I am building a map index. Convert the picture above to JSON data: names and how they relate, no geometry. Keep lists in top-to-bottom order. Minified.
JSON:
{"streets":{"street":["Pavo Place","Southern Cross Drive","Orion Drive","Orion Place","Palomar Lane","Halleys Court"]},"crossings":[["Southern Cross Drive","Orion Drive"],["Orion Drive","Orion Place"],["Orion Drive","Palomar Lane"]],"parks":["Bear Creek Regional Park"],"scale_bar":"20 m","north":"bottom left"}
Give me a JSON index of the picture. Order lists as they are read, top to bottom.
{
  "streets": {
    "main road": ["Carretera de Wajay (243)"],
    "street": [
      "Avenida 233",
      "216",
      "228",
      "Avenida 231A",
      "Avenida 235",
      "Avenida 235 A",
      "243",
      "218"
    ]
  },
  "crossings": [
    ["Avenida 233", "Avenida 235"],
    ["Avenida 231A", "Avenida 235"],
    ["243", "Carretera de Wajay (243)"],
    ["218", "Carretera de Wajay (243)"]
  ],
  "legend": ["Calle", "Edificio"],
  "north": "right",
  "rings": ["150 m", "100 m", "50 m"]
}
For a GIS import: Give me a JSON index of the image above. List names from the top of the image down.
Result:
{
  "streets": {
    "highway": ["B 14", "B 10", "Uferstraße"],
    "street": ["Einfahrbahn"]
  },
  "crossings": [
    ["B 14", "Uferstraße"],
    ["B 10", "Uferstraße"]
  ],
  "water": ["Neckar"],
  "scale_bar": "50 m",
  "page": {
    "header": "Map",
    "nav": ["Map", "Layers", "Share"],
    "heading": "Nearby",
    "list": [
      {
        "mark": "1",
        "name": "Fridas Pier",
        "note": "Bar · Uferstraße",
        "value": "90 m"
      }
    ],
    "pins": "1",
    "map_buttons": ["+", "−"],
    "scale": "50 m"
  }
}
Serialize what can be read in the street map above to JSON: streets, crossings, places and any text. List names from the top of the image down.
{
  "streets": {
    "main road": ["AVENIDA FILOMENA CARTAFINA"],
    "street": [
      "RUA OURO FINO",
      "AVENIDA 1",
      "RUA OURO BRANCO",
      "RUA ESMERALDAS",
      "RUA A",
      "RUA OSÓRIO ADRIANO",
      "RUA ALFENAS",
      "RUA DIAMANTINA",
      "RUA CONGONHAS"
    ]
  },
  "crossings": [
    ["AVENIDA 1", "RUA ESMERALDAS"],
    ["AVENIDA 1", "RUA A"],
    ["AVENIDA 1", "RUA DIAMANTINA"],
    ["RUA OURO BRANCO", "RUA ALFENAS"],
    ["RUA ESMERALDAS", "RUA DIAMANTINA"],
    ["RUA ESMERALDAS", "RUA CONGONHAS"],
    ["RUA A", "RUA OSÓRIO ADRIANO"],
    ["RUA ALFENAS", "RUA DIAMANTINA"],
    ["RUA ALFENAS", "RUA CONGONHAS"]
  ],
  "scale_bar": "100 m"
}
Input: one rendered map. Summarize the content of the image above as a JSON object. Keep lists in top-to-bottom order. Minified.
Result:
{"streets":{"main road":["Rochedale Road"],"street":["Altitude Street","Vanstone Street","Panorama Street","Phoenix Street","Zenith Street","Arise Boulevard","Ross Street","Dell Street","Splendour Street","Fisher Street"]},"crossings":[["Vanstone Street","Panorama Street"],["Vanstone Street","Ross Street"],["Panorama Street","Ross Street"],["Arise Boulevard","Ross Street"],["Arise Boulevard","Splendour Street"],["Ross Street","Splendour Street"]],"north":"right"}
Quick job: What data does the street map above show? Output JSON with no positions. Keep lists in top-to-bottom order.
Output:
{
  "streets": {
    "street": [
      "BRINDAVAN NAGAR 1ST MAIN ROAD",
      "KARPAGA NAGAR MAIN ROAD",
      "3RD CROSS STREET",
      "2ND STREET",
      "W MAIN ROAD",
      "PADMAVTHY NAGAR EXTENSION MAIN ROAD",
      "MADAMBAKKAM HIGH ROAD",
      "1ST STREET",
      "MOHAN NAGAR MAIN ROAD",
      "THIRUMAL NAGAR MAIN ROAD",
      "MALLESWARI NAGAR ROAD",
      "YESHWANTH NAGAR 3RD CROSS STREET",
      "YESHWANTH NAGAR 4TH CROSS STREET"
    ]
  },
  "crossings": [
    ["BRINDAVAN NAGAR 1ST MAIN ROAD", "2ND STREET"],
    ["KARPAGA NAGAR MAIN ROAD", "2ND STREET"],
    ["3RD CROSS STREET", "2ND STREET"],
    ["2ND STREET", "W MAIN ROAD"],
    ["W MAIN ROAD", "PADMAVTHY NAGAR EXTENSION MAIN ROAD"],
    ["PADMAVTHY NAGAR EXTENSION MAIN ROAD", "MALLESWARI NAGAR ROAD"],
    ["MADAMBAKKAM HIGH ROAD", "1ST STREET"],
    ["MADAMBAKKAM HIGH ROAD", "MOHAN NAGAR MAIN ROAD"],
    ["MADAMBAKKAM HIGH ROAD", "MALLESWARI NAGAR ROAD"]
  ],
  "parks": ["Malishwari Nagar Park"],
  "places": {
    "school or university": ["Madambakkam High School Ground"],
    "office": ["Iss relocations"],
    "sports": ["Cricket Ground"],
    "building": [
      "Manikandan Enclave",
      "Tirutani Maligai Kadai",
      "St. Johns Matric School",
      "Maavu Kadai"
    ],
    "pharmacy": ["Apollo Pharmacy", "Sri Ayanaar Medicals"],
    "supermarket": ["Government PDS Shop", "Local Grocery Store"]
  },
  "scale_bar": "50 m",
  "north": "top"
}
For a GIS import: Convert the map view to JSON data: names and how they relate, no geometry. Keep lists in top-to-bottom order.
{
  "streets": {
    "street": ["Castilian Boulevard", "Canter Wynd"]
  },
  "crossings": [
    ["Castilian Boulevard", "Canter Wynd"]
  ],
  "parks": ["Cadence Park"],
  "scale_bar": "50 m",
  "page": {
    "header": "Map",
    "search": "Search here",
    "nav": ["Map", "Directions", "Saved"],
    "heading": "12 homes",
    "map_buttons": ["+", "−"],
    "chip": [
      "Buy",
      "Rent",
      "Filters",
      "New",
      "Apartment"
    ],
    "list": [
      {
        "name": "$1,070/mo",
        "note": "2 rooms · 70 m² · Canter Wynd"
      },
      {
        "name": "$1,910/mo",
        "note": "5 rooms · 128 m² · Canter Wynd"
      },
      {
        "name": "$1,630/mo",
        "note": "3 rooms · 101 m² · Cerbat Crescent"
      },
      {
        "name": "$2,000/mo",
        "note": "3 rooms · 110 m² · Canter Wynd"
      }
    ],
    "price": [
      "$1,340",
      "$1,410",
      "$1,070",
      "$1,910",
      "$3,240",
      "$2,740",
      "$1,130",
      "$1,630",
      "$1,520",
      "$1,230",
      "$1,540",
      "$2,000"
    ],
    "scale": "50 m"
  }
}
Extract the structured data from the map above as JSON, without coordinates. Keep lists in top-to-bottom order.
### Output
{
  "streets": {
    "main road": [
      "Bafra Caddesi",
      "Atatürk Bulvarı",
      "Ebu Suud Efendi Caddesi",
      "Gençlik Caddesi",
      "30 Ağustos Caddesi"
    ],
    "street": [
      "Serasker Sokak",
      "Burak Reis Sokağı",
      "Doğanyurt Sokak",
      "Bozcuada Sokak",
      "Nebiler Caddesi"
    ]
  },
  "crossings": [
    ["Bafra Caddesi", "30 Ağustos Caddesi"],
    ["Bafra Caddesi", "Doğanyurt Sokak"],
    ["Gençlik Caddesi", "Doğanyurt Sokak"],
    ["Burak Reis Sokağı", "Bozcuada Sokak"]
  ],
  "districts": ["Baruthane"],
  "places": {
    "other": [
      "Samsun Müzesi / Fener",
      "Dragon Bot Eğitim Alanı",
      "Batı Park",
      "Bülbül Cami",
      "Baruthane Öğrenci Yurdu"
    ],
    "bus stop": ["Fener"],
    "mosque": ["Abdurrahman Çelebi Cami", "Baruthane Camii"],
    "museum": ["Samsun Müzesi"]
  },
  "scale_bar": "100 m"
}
^^^^^^^^^^^^^^^^
__THE TASK__. Working through the listing above, count every line that holds "YESHWANTH" and answer with the count alone.

__RESPONSE__. 2